ATTLEBORO — The largest budget surplus in a decade was registered by the city for fiscal year 2019, which ended June 30.
The state’s Department of Revenue recently certified the amount at $6,449,584, according to a communication from Mayor Paul Heroux to the city council on Tuesday.
Of that amount, $3,828,290 goes into general government coffers.
Another $1,253,522 goes into the water department enterprise account while $1,367,772 goes to the wastewater enterprise account.
The revised fiscal 2019 budget was $135.6 million.
The water and wastewater surpluses are accounted for separately because those two departments are funded by service fees rather than property taxes, which fund the general government budget.
The $6,449,584 is $239,399 greater than the second highest surplus of $6,210,185, which was recorded in FY 2017 during the Kevin Dumas administration.
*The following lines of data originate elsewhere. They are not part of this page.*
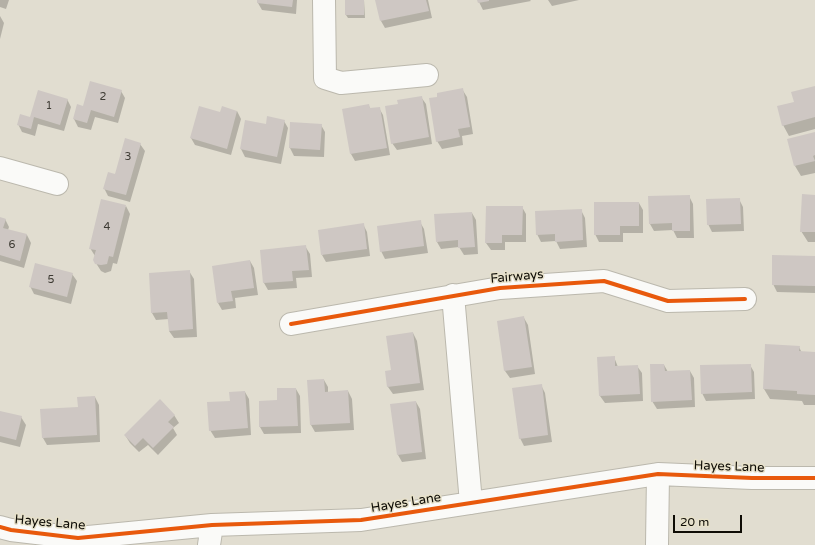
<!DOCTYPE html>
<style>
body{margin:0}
#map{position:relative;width:815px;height:545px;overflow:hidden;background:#e1ddd0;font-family:"Varela Round",sans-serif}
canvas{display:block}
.scale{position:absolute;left:673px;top:515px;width:69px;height:18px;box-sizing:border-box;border:2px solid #0e0c05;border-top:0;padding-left:5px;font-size:12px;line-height:14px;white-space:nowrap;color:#0e0c05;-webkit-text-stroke:3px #e7e1ca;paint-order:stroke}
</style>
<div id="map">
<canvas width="815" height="545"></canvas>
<div class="scale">20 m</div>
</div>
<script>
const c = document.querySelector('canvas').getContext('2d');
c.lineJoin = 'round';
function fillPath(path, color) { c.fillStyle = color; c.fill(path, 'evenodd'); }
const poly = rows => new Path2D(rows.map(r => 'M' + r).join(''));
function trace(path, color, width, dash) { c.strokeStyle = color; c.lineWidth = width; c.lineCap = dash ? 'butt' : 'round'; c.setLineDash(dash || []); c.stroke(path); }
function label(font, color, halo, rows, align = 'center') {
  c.font = font + ' "Varela Round",sans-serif'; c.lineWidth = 3; c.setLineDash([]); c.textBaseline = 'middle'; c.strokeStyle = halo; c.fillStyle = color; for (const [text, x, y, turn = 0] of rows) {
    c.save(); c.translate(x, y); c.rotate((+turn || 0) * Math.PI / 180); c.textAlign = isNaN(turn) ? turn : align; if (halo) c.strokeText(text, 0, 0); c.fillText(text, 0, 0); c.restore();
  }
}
const shadow = poly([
 [0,0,9,0,6,9,0,7],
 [258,0,297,0,296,14,262,10,258,3],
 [346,0,364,0,365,18,348,18,346,15],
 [376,0,428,0,432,18,385,28,381,21],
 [478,0,530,0,531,1,483,10],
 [548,0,579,0,552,6],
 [0,16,4,23,0,39],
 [815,87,815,129,789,136,783,125,795,103],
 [462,89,467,97,473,134,462,136,463,145,442,149,437,141],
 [121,91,125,98,118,123,95,117,91,130,78,127,74,119,77,106,84,107],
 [421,97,426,104,432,144,397,150,392,143,399,105],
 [67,99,71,107,64,131,38,124,35,136,22,132,18,124],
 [368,105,371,109,379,108,383,115,390,155,355,161,351,154],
 [237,111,241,119,231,155,195,145,191,138,220,113],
 [246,121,266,126,284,121,288,128,281,164,245,157,241,149],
 [291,123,321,125,325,132,324,157,294,156,290,148],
 [815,133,815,173,801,176,795,166],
 [140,144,145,151,130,202,108,196,104,188],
 [689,196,693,204,694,238,677,238,673,230,654,231,650,224],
 [815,196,815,242,808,242,801,231],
 [739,199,743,207,744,231,712,232,708,224],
 [639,203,643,210,643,233,623,233,623,242,599,242,595,234],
 [126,206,130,214,117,264,113,263,111,271,105,273,101,271,94,260,95,256,90,248],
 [522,207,526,214,526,242,505,242,505,250,491,250,486,243],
 [581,210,585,218,587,247,560,249,556,241,541,242,537,234],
 [472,213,476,220,478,254,464,255,459,247,441,249,437,242],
 [0,218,5,219,9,227,8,230,27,235,31,243,24,268,0,261],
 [420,222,424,229,428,253,385,259,381,251],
 [363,224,367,232,370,256,326,262,322,255],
 [305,246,310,254,312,277,296,278,297,288,268,290,264,283,261,251],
 [815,257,815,293,777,292,773,284],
 [250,261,254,268,258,295,235,298,236,308,222,310,218,303],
 [189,271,194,279,197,337,174,338,169,331,169,319,156,320,152,313],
 [72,274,77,281,71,304,34,294,30,286],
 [524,318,528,325,535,374,510,378,505,371,498,322],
 [413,333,417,341,424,390,393,394,388,387,387,372,392,371],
 [799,347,802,353,815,353,815,405,804,405,802,401,770,399,764,389],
 [614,357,618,367,637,366,642,373,643,401,605,403,600,396],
 [664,365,668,372,690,371,694,378,695,407,657,409,652,401],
 [750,365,754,372,755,399,706,401,702,393],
 [324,380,328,387,328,392,348,391,352,399,354,430,315,432,311,425],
 [541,385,545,393,552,442,524,446,520,438],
 [296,389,300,396,301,433,264,434,260,427],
 [245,392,249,399,251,435,215,438,210,430],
 [95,397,99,405,100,442,47,445,43,438,79,408],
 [416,402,420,409,426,459,402,462,398,455],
 [0,412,21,417,26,425,20,447,0,442],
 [174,415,179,423,173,428,177,435,158,455,148,445,139,452,130,443,125,435]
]);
const building = poly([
 [257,0,293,0,292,7,257,3],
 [345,0,364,0,364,15,345,15],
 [375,0,426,0,429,11,380,21],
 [477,0,489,0,489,1,478,3],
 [90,81,122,90,114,117,91,110,87,123,73,119,77,104,83,106],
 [815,86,815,117,782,126,777,106,794,102,791,92],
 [463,88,470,127,458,129,460,137,436,142,429,98,437,97,437,93],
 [38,90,68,99,60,125,34,117,31,129,17,125,20,114,30,117],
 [422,96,429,137,391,144,385,106,398,104,397,100],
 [369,104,370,108,380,107,387,148,350,154,342,109],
 [199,106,220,112,222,106,237,111,227,149,190,138],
 [267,116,285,120,277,157,240,149,245,120,266,124],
 [290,122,322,124,320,150,289,148],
 [815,132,815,155,813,156,815,161,794,166,787,139],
 [125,138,141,143,126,195,103,189,108,172,115,174],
 [802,194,815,195,815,232,800,232],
 [690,195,690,231,672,231,672,223,649,224,648,196],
 [740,198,741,224,707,225,706,199],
 [101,199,126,205,113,257,109,256,107,264,101,265,95,264,93,260,96,250,89,249],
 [594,202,639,202,639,226,620,226,620,235,594,235],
 [486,206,523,206,522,235,502,235,502,243,485,243],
 [582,209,583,240,555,242,555,234,536,235,535,211],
 [472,212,475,247,458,248,458,240,436,242,434,214],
 [0,217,6,219,3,228,27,234,20,261,0,255],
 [421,220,424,246,380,252,377,226],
 [364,223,367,249,321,255,318,230],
 [306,245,309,270,292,271,293,281,263,283,260,250],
 [772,255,815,256,815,286,772,285],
 [250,260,254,288,231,291,233,301,217,303,212,266],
 [35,263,73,273,67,297,29,287],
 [190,270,193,329,169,331,167,312,151,313,149,273],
 [524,316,532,367,504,371,497,321],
 [413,332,420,383,387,387,385,371,391,370,386,336],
 [765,344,800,346,799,351,815,352,815,395,797,394,797,391,763,389],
 [615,356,615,366,638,365,640,394,599,396,597,357],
 [650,364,664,364,665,371,690,370,692,400,651,402],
 [751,364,752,392,701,394,700,365],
 [324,379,325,392,348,390,350,423,310,425,307,380],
 [542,384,548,435,519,439,512,388],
 [277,388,296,388,298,426,259,427,259,401,277,400],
 [245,391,248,428,209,431,207,402,230,401,229,392],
 [95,396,97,435,42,438,40,409,78,407,77,397],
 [160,399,175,415,168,422,174,427,153,448,143,438,135,446,124,435],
 [416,401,422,452,397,455,390,404],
 [0,411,22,416,16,440,0,436]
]);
const minor = poly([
 [324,0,325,78,341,83,427,75],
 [0,168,57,184],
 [453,295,471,503],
 [291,324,500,288,604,281,668,301,745,299],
 [0,527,11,530,78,538,212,525,361,520,658,474,752,478,815,478],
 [209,545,212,525],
 [657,545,658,474]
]);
const cycleway = poly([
 [291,324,500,288,604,281,668,301,745,299],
 [0,527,11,530,78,538,212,525,361,520,658,474,752,478,815,478]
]);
const numberNames = [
 ["2",103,97],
 ["1",49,106],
 ["3",128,157],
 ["4",107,227],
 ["6",12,245],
 ["5",51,280]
];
const streetNames = [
 ["Fairways",517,277,-5],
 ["Hayes Lane",729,467,2],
 ["Hayes Lane",406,503,-9],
 ["Hayes Lane",50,523,5]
];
fillPath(shadow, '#0003');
fillPath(building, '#cec7c3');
trace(minor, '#bbb8ad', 24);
trace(minor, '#fafaf8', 22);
trace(cycleway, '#e8590c', 4);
label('11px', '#3e3b34', null, numberNames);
label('13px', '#0e0c05', '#e7e1ca', streetNames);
</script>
The Sun Chronicle has since FY 2009 kept records on the surplus, which is known in government terms as “free cash.”
In FY 2018 when Mayor Paul Heroux and former mayor Kevin Dumas shared budget duties, with Heroux replacing Dumas halfway through the budget year, the surplus was $5.8 million.
Heroux wasted little time in seeking appropriations totaling $1.35 million from the general fund surplus of $3.8 million.
On Tuesday he asked the city council to deposit $500,000 into the new capital improvement reserve fund.
Heroux also requested that $300,000 be put into the city’s stabilization fund, increasing the annual deposit by $18,000 over last year.
When that appropriation is made, the stabilization account, which is kind of a savings account for unexpected expenses, will total $4,493,272.
It’s the eighth consecutive year the city has made an appropriation of at least $282,000 to that account.
In addition, the mayor asked the council to appropriate $280,000 to repair the gym floors at Hyman Fine and Hill-Roberts elementary schools and $180,000 to fix the parking lots.
Heroux requested $75,000 to resurface the front parking lot at Finberg Field as part of the hazardous waste remediation project and $15,000 for the OPEB (Other Post Employment Benefits) account.